Instructions for the task:
Go to the line in the entries below that holds "M51 977V993L0 1006V990Z" and repeat exactly from there through the line that holds "M628 436 2317 154", inclusive.

Supplied material:
▼▼▼
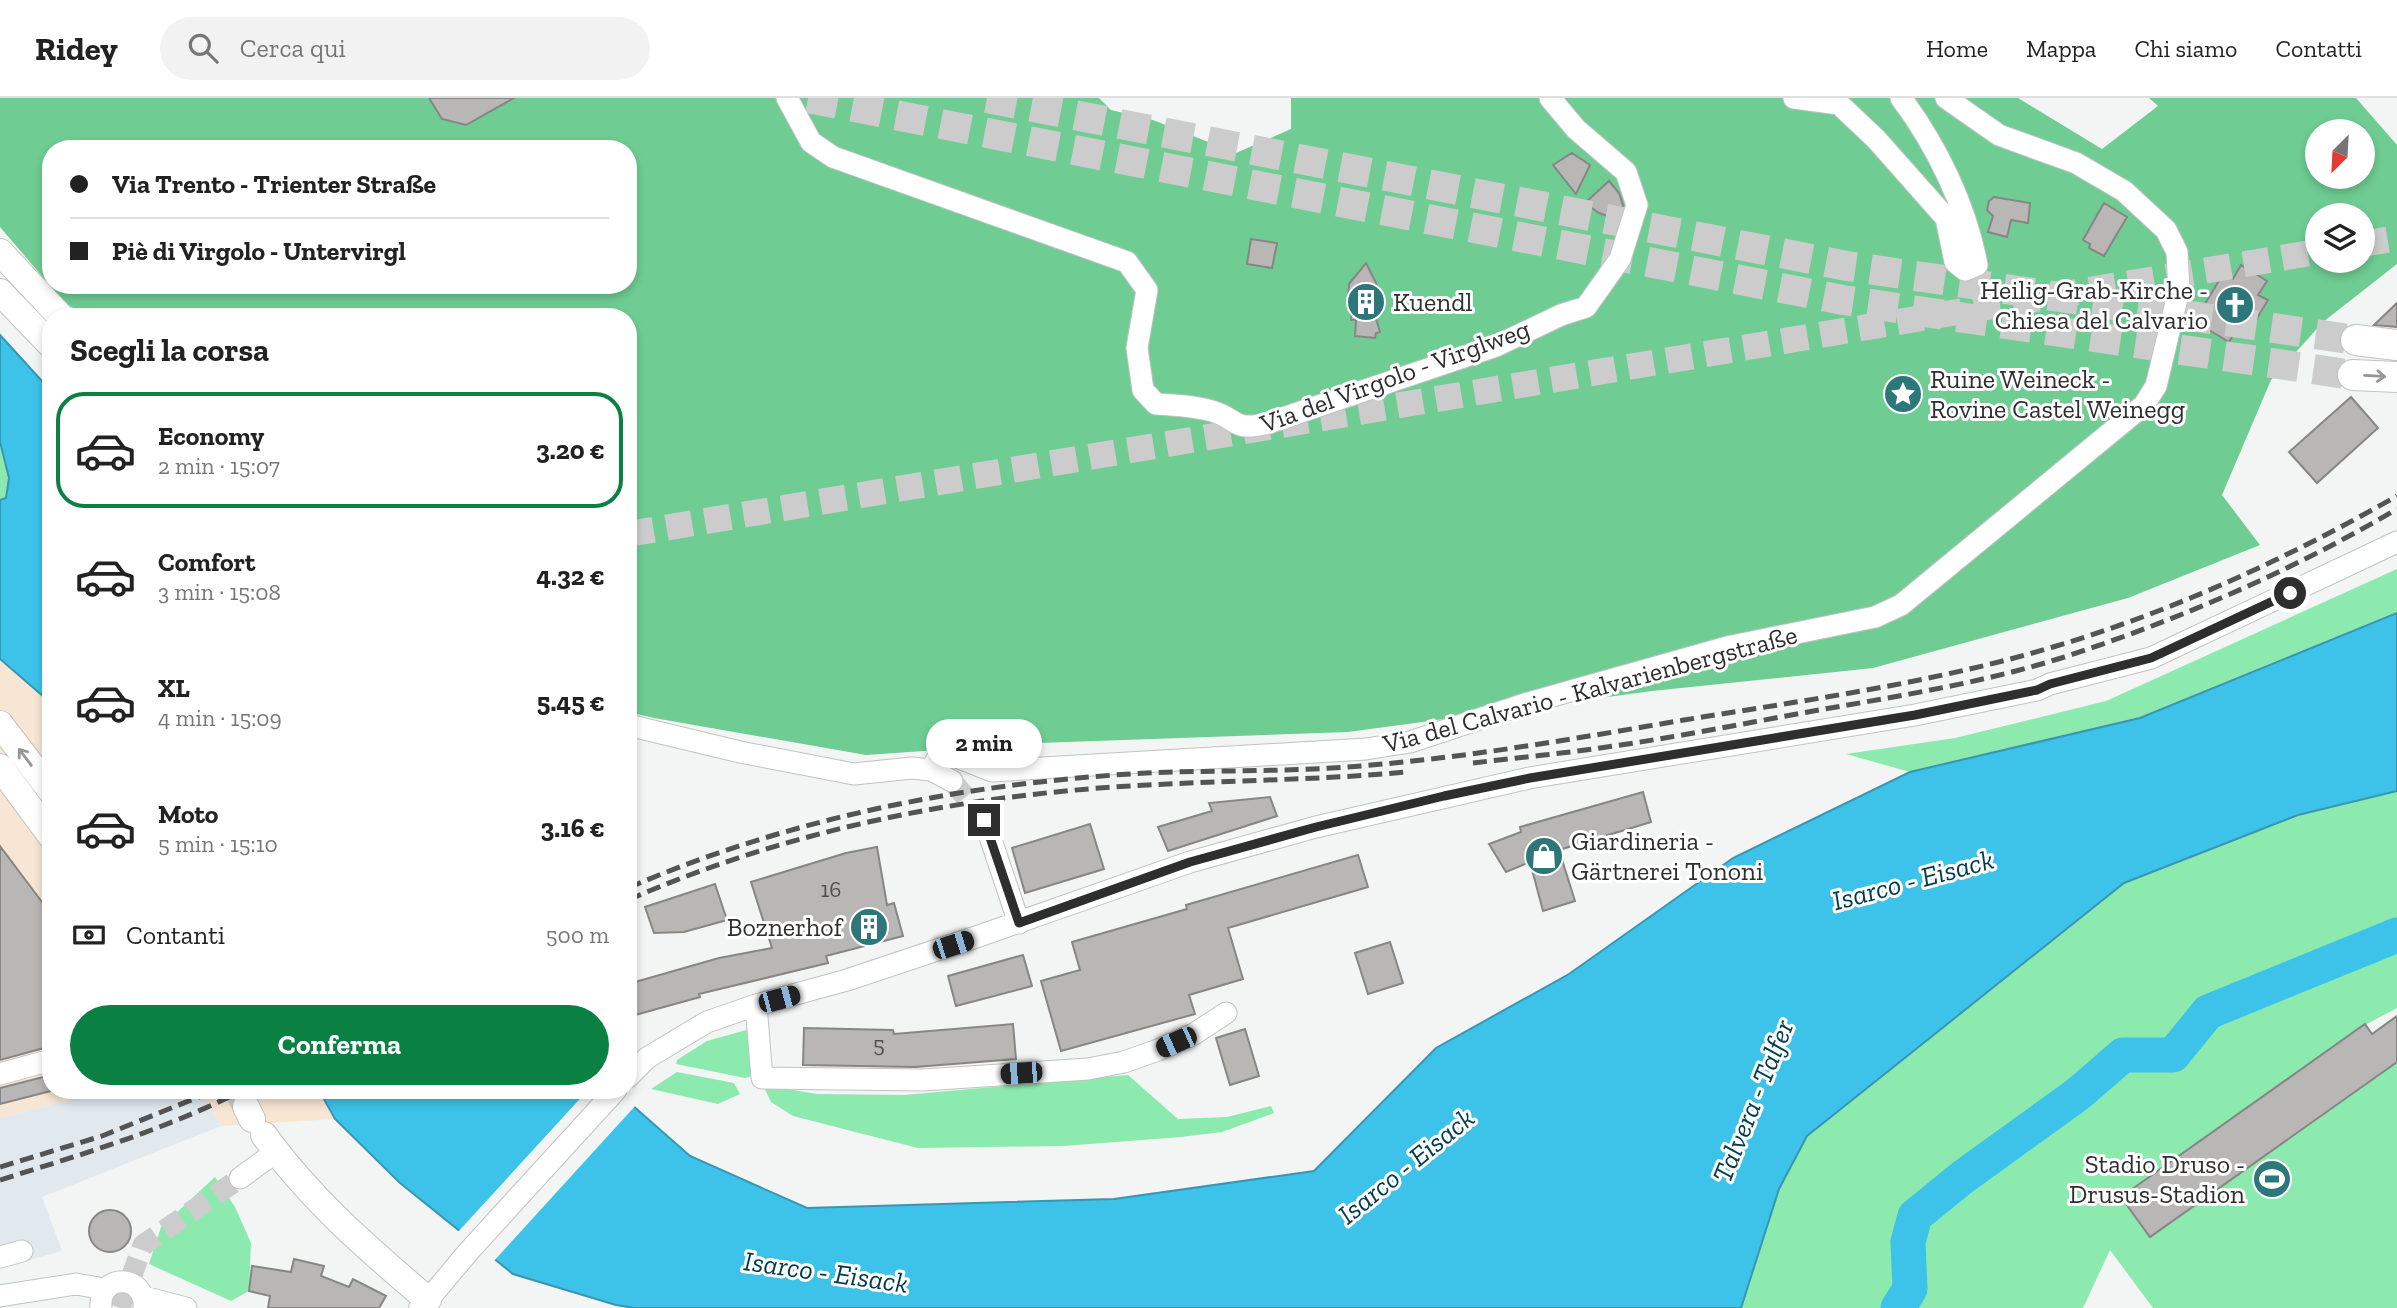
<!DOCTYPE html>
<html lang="it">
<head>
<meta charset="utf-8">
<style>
  :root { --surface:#fff; --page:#f2f2f2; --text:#222; --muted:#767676; --line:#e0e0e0; --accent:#0b8043 }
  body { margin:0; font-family:"Zilla Slab",serif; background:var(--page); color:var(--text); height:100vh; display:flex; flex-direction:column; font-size:26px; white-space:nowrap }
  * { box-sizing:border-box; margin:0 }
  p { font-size:23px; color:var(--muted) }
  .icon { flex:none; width:38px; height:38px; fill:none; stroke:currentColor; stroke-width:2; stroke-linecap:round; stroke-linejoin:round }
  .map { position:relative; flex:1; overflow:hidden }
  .panel { position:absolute; left:42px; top:210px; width:595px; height:791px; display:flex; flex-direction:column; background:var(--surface); border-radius:28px; box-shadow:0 4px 10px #0003 }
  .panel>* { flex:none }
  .guide { position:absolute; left:42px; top:42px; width:595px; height:154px; border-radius:28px; box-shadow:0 4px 10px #0003; display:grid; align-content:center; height:154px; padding:0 28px; background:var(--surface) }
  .needle { width:46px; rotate:204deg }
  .buttons { position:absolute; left:2305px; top:21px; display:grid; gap:14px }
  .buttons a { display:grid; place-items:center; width:70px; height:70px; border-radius:50%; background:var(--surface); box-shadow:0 4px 10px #0003; font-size:35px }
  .end { position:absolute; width:32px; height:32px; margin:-16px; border:9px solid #2e2e2e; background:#fff; box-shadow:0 0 0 4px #fff }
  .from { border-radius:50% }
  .bubble { position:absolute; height:49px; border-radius:24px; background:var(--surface); box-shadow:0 4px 10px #0003; font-size:23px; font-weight:700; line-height:49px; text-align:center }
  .car { position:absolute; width:21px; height:42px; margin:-21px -10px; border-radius:9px; box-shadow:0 0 5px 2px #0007; background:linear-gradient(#222 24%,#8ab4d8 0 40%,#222 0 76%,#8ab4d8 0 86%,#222 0) }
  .guide b { display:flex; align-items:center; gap:24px; height:66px; font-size:26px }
  .guide b+b { border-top:2px solid var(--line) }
  .guide i { width:18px; height:18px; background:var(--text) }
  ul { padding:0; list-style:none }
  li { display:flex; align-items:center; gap:21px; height:116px; margin:0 14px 10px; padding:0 14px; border:4px solid transparent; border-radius:28px }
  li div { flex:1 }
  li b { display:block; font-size:26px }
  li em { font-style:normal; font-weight:700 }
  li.on { border-color:var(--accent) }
  li>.icon { width:63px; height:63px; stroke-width:1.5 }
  h2 { padding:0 28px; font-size:32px; line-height:84px }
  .pay { display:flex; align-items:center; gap:18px; height:77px; padding:0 28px; font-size:26px }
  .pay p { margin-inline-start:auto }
  .action { display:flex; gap:14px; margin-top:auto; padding:14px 28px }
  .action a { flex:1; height:80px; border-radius:42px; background:var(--accent); color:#fff; font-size:28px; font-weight:700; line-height:80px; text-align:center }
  header { display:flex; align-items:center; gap:42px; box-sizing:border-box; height:98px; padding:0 35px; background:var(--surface); border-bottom:2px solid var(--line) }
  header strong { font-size:33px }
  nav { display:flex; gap:38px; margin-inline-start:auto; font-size:24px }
  .search { width:490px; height:63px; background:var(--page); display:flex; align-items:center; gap:18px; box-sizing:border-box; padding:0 24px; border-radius:38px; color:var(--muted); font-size:26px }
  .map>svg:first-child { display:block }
</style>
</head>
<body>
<header>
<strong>Ridey</strong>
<div class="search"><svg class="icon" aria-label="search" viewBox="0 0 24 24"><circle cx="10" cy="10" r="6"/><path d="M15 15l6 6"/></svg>Cerca qui</div>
<nav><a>Home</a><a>Mappa</a><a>Chi siamo</a><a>Contatti</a></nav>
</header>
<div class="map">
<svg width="2397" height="1210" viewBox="0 0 2397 1210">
  <rect width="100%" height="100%" fill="#f3f4f4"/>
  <path fill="#f8e6d5" d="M0 561 51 605V992H110L0 1020Z
    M199 992H319L335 1021 221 1028Z"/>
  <path fill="#e1e9ef" d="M110 992H199L221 1028 42 1099 62 1153 0 1170V1020Z"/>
  <path fill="#8ceaae" d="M0 344 9 380 6 400 0 402Z
    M2397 471V515L2140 620 1910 674 1846 656 1955 640 2106 603Z
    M2397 693V910L2365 927 2372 936 2397 918V1210H2153L2110 1152 2083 1210H1741L1779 1091 1807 1038 2124 785 2298 717Z
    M757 929V977L745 980 676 966 677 962 707 943Z
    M677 974 734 985 740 996 718 1006 651 991Z
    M1128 977 1178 1021 1227 1019 1271 1008 1274 1015 1222 1034 1181 1039 1063 1048 918 1050 793 1018 771 1004 763 987 817 996 904 997Z
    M215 1079 235 1109 251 1145 249 1193 231 1203 149 1166 161 1129Z"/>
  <path fill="#6fcd93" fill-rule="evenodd" d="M0 0H1099L1111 12 1153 22 1236 55 1291 31V0H2018L2102 51 2158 8 2149 0H2356L2397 47V166L2323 224 2271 282 2222 397 2260 447 2128 500 1873 570 1652 593 1348 634 1039 645 866 657 654 620 628 614V219H88L65 205 0 129ZM2317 33H2362V79H2317ZM51 51H628V187H51ZM2317 117H2362V163H2317Z"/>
  <path fill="#3dc3e9" stroke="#3896b1" stroke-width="2" d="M0 237 51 293V605L0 561V402L6 400 9 380 0 344Z
    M2397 515V693L2298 717 2124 785 1807 1038 1779 1091 1741 1210H634L616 1207 513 1176 400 1085 335 1021 319 992H615L690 1058 807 1110 1114 1101 1314 1073 1436 950 1569 876 1733 760 1910 674 2140 620Z"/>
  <path fill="#f3f4f4" d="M588 992H621L637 1006 493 1164 457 1135Z"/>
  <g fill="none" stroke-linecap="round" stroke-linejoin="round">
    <path stroke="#3dc3e9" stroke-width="35" d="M1898 1210 1910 1191 1908 1144 1915 1118 1963 1079 2078 996 2123 957H2173L2208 914 2397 837"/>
  </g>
  <path fill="#b8b7b6" stroke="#868685" stroke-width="2" d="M429 0H514L466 27 442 21Z
    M1572 55 1590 67 1576 96 1553 67Z
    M1609 83 1619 95 1623 107 1618 122 1599 115 1585 105Z
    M1994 99 2030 105 2028 125 2011 122 2007 139 1988 134 1993 118 1987 112 1989 103Z
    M2104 105 2127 119 2104 158 2089 150 2090 146 2083 142Z
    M1251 141 1277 145 1272 170 1247 166Z
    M1366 165 1376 185 1379 196V205L1371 204 1380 234 1376 235 1375 240 1355 238 1356 222H1351L1353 203 1348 202 1349 186Z
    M2241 167 2267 183 2258 197 2268 202 2247 237 2236 232 2229 244 2204 229 2211 216 2202 211 2223 176 2233 181Z
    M2397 205V229L2374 227Z
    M2351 299 2378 330 2317 385 2289 354Z
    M1643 694 1651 724 1559 752 1575 803 1543 813 1530 764 1506 774 1489 746 1521 734 1520 729Z
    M1270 699 1277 718 1168 753 1158 729 1212 713 1209 705Z
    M1090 726 1104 771 1025 795 1012 750Z
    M0 748 51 816V946L44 950 0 962Z
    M877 749 887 807 894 805 903 838 826 858 828 865 699 896 700 899 628 919V886L719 860 772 850 751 784 846 755Z
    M1358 757 1368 789 1228 830 1243 881 1189 897 1195 916 1061 953 1041 883 1080 872 1072 844 1187 811 1186 807Z
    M715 786 727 822 684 834 654 835 645 809Z
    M1390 844 1403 885 1368 896 1355 855Z
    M1023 857 1032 888 956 908 948 878Z
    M2397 918V964L2150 1139 2121 1099 2365 926 2372 936Z
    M1013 926 1016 961 915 969 803 967 804 930 893 932 894 936Z
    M1245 931 1259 978 1230 987 1216 940Z
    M51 977V993L0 1006V990Z
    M89 1133a21 21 0 1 1 42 0a21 21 0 1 1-42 0Z
    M294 1161 324 1168 321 1178 349 1189 353 1181 386 1198 379 1210H268L270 1198 249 1193 252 1168 291 1174Z"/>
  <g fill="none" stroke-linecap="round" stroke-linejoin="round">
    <path stroke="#ccc" stroke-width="21" stroke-dasharray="21 10" stroke-linecap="butt" d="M952 683 984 721
      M22 688 31 693 51 714
      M120 1210 143 1147 240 1080"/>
    <path stroke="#ccc" stroke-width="26" stroke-dasharray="26 13" stroke-linecap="butt" d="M2362 146 2397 140
      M628 436 2317 154
      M236 992 246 1009"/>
    <path stroke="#ccc" stroke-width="30" stroke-dasharray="30 15" stroke-linecap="butt" d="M808 0 1843 202 2353 277
      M987 0 1847 168 2356 242"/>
    <defs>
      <path id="minor" d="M787 0 811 44 833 59 1127 164 1147 192 1137 250 1143 292 1156 306C1175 307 1194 308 1212 313 1239 321 1231 333 1265 326L1496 248 1561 217 1586 209 1620 161 1637 107 1626 74 1576 31 1550 0
        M1794 0 1839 6 1876 41 1946 120 1955 164 1965 172 1977 167C1966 108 1937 48 1901 0
        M628 627 740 654 854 676 912 670 931 672 952 683
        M931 672 937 661 952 657 992 673 1366 651 1410 644 1528 605 1727 549 1875 519 1901 507 2144 307 2156 288 2179 192 2177 154 2166 132 2124 93 2076 65 1999 37 1946 0
        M984 721 1019 825
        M756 907 762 980 923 982 1088 971 1124 964 1158 952 1194 936 1226 915
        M0 976 51 962
        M628 979 647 960 707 924 756 907 847 882 979 838 1190 764 1316 729 1529 680 1915 617 2037 592 2050 586 2151 560 2397 444
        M240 1080 276 1054
        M0 1159 22 1153
        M0 1198 76 1186 105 1191
        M144 1199 186 1210
        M428 1202 469 1153 616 992
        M101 1210C98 1175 146 1175 144 1210"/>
      <path id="major" d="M0 154 61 219
        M0 194 51 247
        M0 626 51 693
        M0 669 51 738
        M246 1009 252 1021
        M264 1037C309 1100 369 1152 428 1202L422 1210"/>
      <path id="highway" d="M2356 242 2397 247
        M2353 277 2397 279"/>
    </defs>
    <use href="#minor" stroke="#c1c2c3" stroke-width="23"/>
    <use href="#major" stroke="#c1c2c3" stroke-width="28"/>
    <use href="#highway" stroke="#c1c2c3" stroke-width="32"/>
    <use href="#minor" stroke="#fff" stroke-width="21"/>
    <use href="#major" stroke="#fff" stroke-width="26"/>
    <use href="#highway" stroke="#fff" stroke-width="30"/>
    <path stroke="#545454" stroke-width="5" stroke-dasharray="14 7" stroke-linecap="butt" d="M1473 665C1515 660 1558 656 1600 650 1673 640 1746 625 1819 612 1899 598 1981 585 2058 561 2176 523 2290 474 2397 411
      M628 790C792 719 968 685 1146 675 1213 672 1280 674 1347 669 1460 661 1572 641 1684 622 1807 602 1933 585 2053 549 2174 513 2288 460 2397 398
      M628 802C793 730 969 696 1148 687 1235 682 1321 682 1407 674
      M0 1069 102 1038 216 992
      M0 1082C83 1056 165 1032 243 992"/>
  </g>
  <defs><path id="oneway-shaft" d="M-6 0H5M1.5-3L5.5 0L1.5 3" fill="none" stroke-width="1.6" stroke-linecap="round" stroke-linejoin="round" transform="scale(1.75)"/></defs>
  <g stroke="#969696">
    <use href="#oneway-shaft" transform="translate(2375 278) rotate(3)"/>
    <use href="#oneway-shaft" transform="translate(25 659) rotate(-127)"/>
  </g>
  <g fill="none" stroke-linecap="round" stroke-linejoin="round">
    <path stroke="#2e2e2e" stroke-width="9" d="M984 722 1019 825 1190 764 1316 729 1444 698 1530 680 1915 617 2037 592 2050 586 2151 560 2290 495"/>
  </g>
  <defs>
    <symbol id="building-disc" viewBox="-11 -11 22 22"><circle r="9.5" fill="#2d777a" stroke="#fff"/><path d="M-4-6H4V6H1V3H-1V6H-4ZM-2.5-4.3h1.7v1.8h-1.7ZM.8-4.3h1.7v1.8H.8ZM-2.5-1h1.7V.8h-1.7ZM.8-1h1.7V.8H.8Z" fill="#fff"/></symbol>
    <symbol id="church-disc" viewBox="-11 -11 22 22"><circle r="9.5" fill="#2d777a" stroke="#fff"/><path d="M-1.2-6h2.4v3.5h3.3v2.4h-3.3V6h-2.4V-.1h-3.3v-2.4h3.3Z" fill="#fff"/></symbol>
    <symbol id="sight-disc" viewBox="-11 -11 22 22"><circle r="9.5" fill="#2d777a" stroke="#fff"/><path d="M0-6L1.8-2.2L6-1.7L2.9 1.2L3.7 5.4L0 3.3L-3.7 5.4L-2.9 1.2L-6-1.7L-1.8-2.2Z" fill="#fff"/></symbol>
    <symbol id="shop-disc" viewBox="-11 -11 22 22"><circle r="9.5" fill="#2d777a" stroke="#fff"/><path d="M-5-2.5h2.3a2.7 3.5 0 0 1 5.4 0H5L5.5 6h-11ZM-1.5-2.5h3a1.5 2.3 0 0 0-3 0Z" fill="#fff"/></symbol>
    <symbol id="stadium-disc" viewBox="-11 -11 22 22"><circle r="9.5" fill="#2d777a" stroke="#fff"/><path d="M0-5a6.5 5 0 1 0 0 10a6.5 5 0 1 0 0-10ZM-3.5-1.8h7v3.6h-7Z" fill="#fff"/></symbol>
  </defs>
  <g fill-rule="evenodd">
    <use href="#building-disc" x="1344" y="182" width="44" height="44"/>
    <use href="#church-disc" x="2213" y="185" width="44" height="44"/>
    <use href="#sight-disc" x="1881" y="274" width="44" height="44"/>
    <use href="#shop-disc" x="1522" y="736" width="44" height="44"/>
    <use href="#building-disc" x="847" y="807" width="44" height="44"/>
    <use href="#stadium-disc" x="2250" y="1059" width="44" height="44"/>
  </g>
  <g text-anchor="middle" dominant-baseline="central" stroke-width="6" stroke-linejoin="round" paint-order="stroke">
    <g font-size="23" fill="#505050">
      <text x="831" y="791">16</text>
      <text x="879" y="946">5</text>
    </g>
    <g font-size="26" fill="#2e2e2e" stroke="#fff" text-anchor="end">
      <text x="2208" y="192">Heilig-Grab-Kirche -<tspan x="2208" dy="30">Chiesa del Calvario</tspan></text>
      <text x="1393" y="204" text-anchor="start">Kuendl</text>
      <text x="1930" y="281" text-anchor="start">Ruine Weineck -<tspan x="1930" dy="30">Rovine Castel Weinegg</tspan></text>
      <text x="1571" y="743" text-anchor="start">Giardineria -<tspan x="1571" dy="30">Gärtnerei Tononi</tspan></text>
      <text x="842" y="829">Boznerhof</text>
      <text x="2245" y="1066">Stadio Druso -<tspan x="2245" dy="30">Drusus-Stadion</tspan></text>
    </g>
    <g font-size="26" fill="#2e2e2e" stroke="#fff">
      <text transform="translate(1395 278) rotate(-20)">Via del Virgolo - Virglweg</text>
      <text transform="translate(1590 591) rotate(-15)">Via del Calvario - Kalvarienbergstraße</text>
    </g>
    <g font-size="28" font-style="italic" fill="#003c4c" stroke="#fff">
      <text transform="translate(1913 782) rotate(-15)">Isarco - Eisack</text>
      <text transform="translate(1753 1003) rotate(-68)">Talvera - Talfer</text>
      <text transform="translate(1406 1068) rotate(-39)">Isarco - Eisack</text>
      <text transform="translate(826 1174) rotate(8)">Isarco - Eisack</text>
    </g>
  </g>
</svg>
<div class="buttons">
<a><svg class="needle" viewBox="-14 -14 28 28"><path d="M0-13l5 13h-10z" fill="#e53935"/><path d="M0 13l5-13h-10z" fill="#767676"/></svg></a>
<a><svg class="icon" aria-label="layers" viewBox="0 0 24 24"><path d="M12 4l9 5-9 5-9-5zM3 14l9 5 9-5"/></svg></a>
</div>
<i class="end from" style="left:2290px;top:495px"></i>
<i class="end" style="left:984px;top:722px"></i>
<div class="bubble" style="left:926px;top:621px;width:116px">2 min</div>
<i class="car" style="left:953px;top:847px;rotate:72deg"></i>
<i class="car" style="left:779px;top:901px;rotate:75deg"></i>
<i class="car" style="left:1176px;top:944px;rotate:246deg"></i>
<i class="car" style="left:1021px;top:975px;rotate:266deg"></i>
<div class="guide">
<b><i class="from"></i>Via Trento - Trienter Straße</b>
<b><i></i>Piè di Virgolo - Untervirgl</b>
</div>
<section class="panel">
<h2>Scegli la corsa</h2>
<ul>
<li class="on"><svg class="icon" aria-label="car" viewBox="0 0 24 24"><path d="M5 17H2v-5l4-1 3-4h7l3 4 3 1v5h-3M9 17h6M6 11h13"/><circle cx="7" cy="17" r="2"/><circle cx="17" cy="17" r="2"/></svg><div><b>Economy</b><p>2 min · 15:07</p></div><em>3.20 €</em></li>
<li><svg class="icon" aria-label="car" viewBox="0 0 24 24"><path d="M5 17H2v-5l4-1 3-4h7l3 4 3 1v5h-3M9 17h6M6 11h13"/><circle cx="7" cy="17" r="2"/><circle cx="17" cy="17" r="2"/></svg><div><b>Comfort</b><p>3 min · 15:08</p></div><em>4.32 €</em></li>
<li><svg class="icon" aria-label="car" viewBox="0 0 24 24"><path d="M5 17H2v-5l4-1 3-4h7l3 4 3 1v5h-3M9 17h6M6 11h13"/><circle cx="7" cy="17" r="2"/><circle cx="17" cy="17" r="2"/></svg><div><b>XL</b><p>4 min · 15:09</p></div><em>5.45 €</em></li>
<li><svg class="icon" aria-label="car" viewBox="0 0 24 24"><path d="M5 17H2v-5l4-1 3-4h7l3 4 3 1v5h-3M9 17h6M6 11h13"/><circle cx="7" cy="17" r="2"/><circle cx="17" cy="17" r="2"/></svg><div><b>Moto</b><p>5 min · 15:10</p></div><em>3.16 €</em></li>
</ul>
<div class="pay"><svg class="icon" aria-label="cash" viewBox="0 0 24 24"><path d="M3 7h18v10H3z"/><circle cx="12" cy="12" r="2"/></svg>Contanti<p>500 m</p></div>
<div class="action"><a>Conferma</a></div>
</section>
</div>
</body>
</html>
▲▲▲
Exercise solution:
    M51 977V993L0 1006V990Z
    M89 1133a21 21 0 1 1 42 0a21 21 0 1 1-42 0Z
    M294 1161 324 1168 321 1178 349 1189 353 1181 386 1198 379 1210H268L270 1198 249 1193 252 1168 291 1174Z"/>
  <g fill="none" stroke-linecap="round" stroke-linejoin="round">
    <path stroke="#ccc" stroke-width="21" stroke-dasharray="21 10" stroke-linecap="butt" d="M952 683 984 721
      M22 688 31 693 51 714
      M120 1210 143 1147 240 1080"/>
    <path stroke="#ccc" stroke-width="26" stroke-dasharray="26 13" stroke-linecap="butt" d="M2362 146 2397 140
      M628 436 2317 154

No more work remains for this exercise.